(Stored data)
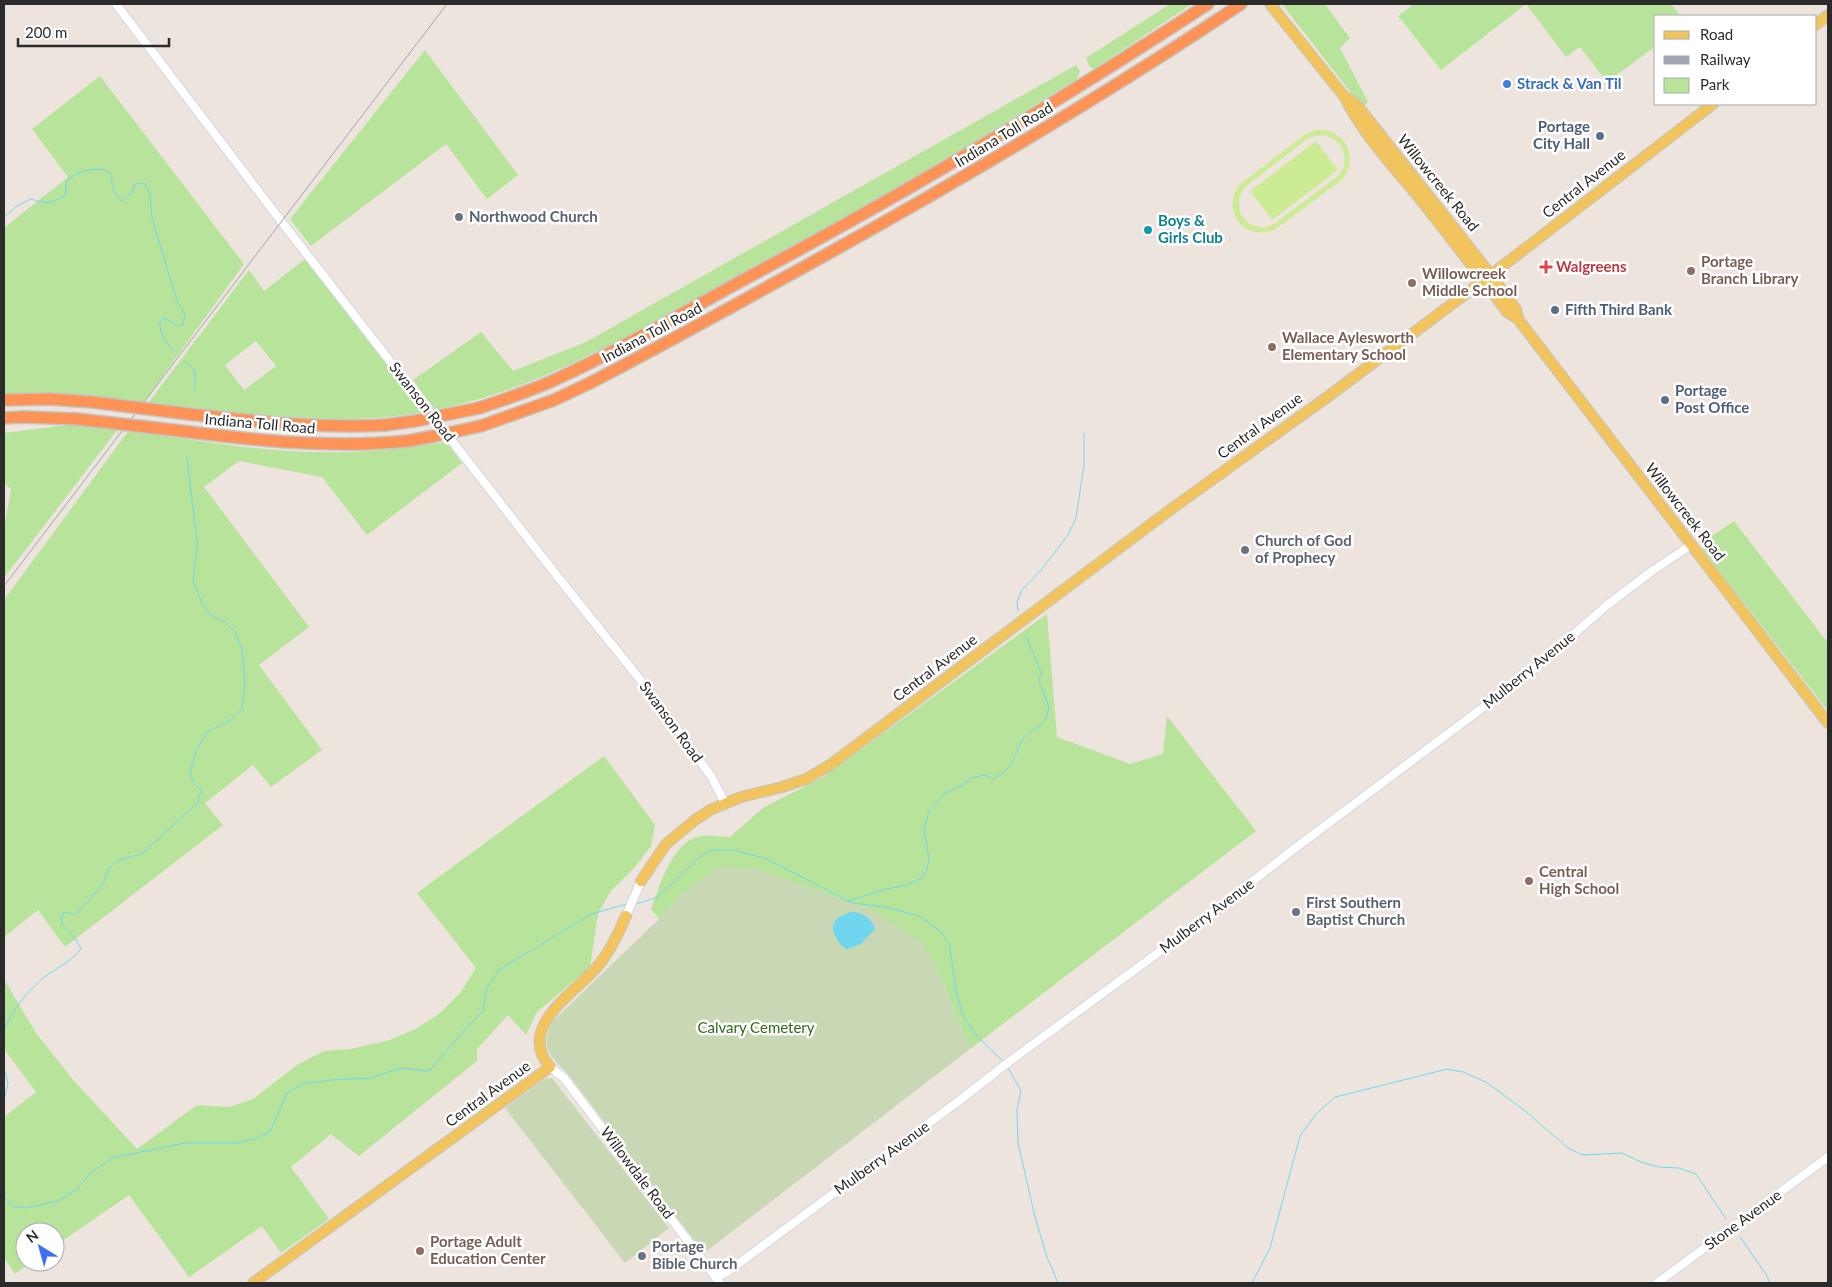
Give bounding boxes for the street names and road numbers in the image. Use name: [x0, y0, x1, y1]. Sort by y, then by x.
street label: Indiana Toll Road: [951, 98, 1056, 170]
street label: Willowcreek Road: [1394, 130, 1483, 234]
street label: Central Avenue: [1538, 145, 1629, 221]
street label: Indiana Toll Road: [598, 298, 705, 366]
street label: Swanson Road: [386, 358, 459, 445]
street label: Central Avenue: [1213, 388, 1306, 462]
street label: Indiana Toll Road: [204, 409, 316, 437]
street label: Willowcreek Road: [1642, 459, 1730, 564]
street label: Mulberry Avenue: [1479, 627, 1578, 712]
street label: Central Avenue: [889, 630, 980, 705]
street label: Swanson Road: [636, 677, 707, 765]
street label: Mulberry Avenue: [1156, 874, 1257, 956]
street label: Central Avenue: [441, 1056, 534, 1130]
street label: Mulberry Avenue: [830, 1117, 933, 1198]
street label: Willowdale Road: [597, 1123, 678, 1222]
street label: Stone Avenue: [1700, 1185, 1785, 1253]

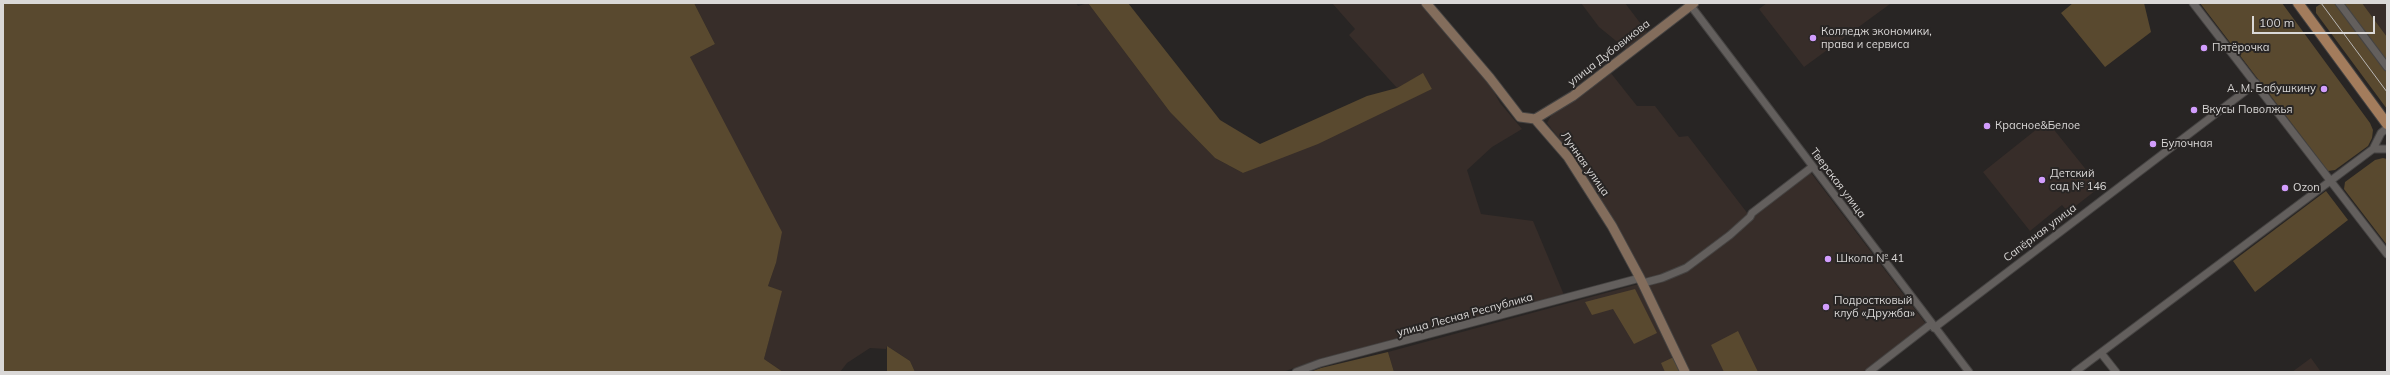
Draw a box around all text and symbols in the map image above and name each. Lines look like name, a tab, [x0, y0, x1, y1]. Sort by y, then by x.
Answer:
scale bar	[2254, 8, 2377, 34]
text: 100 m	[2259, 15, 2294, 30]
street label: улица Дубовикова	[1565, 17, 1653, 89]
place label: Колледж экономики, права и сервиса	[1821, 25, 1932, 51]
marker: Колледж экономики, права и сервиса	[1808, 33, 1818, 43]
place label: Пятёрочка	[2212, 41, 2269, 55]
marker: Пятёрочка	[2199, 43, 2209, 53]
place label: А. М. Бабушкину	[2227, 82, 2316, 96]
marker: А. М. Бабушкину	[2319, 84, 2329, 94]
place label: Вкусы Поволжья	[2202, 103, 2293, 117]
marker: Вкусы Поволжья	[2189, 105, 2199, 115]
place label: Красное&Белое	[1995, 119, 2080, 133]
marker: Красное&Белое	[1982, 121, 1992, 131]
street label: Лунная улица	[1558, 129, 1612, 199]
place label: Булочная	[2161, 137, 2212, 151]
marker: Булочная	[2148, 139, 2158, 149]
street label: Тверская улица	[1807, 146, 1869, 220]
place label: Детский сад № 146	[2050, 167, 2106, 193]
marker: Детский сад № 146	[2037, 175, 2047, 185]
place label: Ozon	[2293, 181, 2320, 195]
marker: Ozon	[2280, 183, 2290, 193]
street label: Сапёрная улица	[2001, 201, 2079, 265]
place label: Школа № 41	[1836, 252, 1904, 266]
marker: Школа № 41	[1823, 254, 1833, 264]
street label: улица Лесная Республика	[1396, 290, 1534, 340]
place label: Подростковый клуб «Дружба»	[1834, 294, 1915, 320]
marker: Подростковый клуб «Дружба»	[1821, 302, 1831, 312]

## [WHAT THE EXERCISE ASKS]
The lines sought are those in the data above that include the string "Колледж"; copy each one.

## [EXERCISE RESPONSE]
place label: Колледж экономики, права и сервиса	[1821, 25, 1932, 51]
marker: Колледж экономики, права и сервиса	[1808, 33, 1818, 43]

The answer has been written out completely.